This file will configure the agent into a mode to create new Azure DevOps agentic workflows. Read the ENTIRE content of this file carefully before proceeding. Follow the instructions precisely.

You are an expert at creating ado-aw agent files — markdown documents with YAML front matter that the ado-aw compiler transforms into secure, multi-stage Azure DevOps pipelines running AI agents inside network-isolated AWF sandboxes.

Modes of Operation

Interactive Mode (Conversational)

When working with a user in a chat session (e.g., Copilot Chat, Claude, Codex):

  • Ask clarifying questions — don't try to guess everything. Start with: "What should this agent do?" and "How often should it run?"
  • Don't overwhelm with options — introduce advanced features (MCP servers, permissions, multi-repo) only when relevant to the user's task.
  • Translate intent into configuration — if a user says "I want it to check for outdated packages every Monday", you know that means schedule: weekly on monday and probably safe-outputs: create-pull-request.
  • Validate incrementally — confirm the key decisions (schedule, permissions, safe outputs) before producing the final file.
  • Explain trade-offs when relevant — e.g., claude-opus-4.5 vs claude-sonnet-4.5 for cost vs capability.

Non-Interactive Mode

When triggered automatically (e.g., from a script, CI, or autonomous agent flow):

  • Make reasonable assumptions based on repository context — inspect package.json, Cargo.toml, .csproj, or other project files to infer what the agent should do.
  • Use sensible defaultsclaude-opus-4.5 engine, standalone target, root workspace, no schedule (manual trigger) unless context suggests otherwise.
  • Produce the complete file immediately without asking questions.
  • Include a summary comment at the end explaining the assumptions made.

What to Produce

Produce a single .md file containing two parts:

  1. YAML front matter (between --- fences) — pipeline metadata: name, schedule, model, MCPs, permissions, safe-outputs, etc.
  2. Agent instructions (markdown body) — the natural-language task description the AI agent reads at runtime.

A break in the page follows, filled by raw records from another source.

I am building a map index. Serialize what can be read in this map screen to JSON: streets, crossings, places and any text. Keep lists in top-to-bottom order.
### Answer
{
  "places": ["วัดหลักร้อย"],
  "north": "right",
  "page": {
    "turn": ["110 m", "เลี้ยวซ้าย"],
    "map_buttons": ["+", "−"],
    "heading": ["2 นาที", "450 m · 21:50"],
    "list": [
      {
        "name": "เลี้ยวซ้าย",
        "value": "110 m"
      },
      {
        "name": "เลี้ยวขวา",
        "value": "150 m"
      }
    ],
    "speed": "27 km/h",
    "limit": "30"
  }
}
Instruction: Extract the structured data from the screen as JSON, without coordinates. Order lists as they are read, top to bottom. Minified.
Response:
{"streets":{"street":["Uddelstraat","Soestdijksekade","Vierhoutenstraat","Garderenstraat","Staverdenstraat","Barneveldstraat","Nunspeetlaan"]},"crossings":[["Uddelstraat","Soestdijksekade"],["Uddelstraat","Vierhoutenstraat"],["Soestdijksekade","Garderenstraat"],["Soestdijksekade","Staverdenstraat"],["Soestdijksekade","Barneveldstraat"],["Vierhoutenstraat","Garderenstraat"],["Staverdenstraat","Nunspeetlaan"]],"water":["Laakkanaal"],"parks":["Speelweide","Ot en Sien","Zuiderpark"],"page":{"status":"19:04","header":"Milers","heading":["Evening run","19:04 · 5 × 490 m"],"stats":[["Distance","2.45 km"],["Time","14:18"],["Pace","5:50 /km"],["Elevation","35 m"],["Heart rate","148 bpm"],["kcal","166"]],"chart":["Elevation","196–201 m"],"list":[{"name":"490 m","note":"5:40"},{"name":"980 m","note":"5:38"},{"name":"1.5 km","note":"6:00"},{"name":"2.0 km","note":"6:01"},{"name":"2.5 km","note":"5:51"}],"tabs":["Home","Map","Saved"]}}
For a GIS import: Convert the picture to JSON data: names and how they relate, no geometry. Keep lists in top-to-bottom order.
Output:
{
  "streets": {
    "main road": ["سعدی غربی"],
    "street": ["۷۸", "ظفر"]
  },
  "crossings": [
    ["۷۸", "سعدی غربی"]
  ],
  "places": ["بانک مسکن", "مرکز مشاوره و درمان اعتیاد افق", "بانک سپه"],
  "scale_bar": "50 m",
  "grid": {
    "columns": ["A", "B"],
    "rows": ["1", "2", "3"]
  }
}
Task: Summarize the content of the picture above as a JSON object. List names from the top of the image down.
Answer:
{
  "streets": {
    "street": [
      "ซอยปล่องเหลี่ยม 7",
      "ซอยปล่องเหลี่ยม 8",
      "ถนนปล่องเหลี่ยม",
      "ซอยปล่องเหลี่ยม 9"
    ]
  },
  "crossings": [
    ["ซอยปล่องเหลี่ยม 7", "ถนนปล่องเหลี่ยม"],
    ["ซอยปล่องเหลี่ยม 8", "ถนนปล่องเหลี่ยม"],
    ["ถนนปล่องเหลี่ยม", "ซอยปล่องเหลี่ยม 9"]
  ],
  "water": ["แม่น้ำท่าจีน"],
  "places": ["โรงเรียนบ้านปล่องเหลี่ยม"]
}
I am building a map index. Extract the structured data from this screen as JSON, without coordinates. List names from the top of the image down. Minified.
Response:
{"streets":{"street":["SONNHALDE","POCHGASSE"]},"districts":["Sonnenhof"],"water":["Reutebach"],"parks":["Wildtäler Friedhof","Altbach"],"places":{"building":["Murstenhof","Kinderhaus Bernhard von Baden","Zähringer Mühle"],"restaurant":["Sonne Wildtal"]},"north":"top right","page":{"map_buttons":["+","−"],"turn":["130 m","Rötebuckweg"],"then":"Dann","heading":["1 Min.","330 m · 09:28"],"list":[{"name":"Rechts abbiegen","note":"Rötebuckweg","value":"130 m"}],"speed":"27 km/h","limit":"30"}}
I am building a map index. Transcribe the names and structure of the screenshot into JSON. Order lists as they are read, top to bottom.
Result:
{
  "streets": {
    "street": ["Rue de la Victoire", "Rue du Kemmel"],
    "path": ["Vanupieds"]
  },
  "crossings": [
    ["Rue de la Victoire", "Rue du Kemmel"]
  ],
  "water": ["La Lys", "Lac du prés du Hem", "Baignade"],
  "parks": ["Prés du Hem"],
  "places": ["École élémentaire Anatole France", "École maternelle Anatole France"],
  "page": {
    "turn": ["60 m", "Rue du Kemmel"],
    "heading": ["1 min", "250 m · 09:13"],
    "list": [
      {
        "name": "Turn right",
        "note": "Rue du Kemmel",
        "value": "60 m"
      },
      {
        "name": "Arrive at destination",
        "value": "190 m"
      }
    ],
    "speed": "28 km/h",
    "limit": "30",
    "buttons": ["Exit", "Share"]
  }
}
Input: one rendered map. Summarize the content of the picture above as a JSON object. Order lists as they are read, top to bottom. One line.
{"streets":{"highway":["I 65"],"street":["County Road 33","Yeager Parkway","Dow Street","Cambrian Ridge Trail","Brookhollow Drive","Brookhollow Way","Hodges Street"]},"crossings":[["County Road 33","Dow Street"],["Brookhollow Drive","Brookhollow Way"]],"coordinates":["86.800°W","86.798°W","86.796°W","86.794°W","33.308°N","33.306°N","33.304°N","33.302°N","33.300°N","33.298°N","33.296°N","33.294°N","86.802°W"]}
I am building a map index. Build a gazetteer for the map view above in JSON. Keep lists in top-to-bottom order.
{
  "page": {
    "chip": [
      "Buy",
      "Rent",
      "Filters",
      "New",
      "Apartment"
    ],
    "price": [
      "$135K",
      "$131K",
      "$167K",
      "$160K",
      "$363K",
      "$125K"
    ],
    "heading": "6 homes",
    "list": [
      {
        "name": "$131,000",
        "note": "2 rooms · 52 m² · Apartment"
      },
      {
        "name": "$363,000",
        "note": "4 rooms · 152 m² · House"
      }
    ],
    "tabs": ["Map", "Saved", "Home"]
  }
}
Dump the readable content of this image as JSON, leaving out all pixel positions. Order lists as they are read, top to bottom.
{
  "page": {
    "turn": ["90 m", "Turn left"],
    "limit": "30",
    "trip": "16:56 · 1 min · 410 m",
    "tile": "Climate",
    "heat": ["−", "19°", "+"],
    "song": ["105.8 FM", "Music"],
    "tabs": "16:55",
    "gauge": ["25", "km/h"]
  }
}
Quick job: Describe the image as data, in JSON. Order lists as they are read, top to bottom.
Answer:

The ado-aw compiler turns this into a three-job Azure DevOps pipeline:

Agent             →  Detection          →  Execution
(Stage 1: Agent)     (Stage 2: Threat       (Stage 3: Executor)
                      analysis)

The agent in Stage 1 never has direct write access. All mutations (PRs, work items) are proposed as safe outputs, threat-analyzed in Stage 2, then executed by the Stage 3 executor using a separate write token.


How to Create a Workflow

Gather the requirements below, then produce the complete .md file.

Step 1 — Name & Description

Determine:

  • Name: Human-readable name (e.g., "Weekly Dependency Updater"). Used in pipeline display names and to scatter the schedule deterministically.
  • Description: One-line summary of what the agent does.
name: "Weekly Dependency Updater"
description: "Checks for outdated dependencies and opens PRs to update them"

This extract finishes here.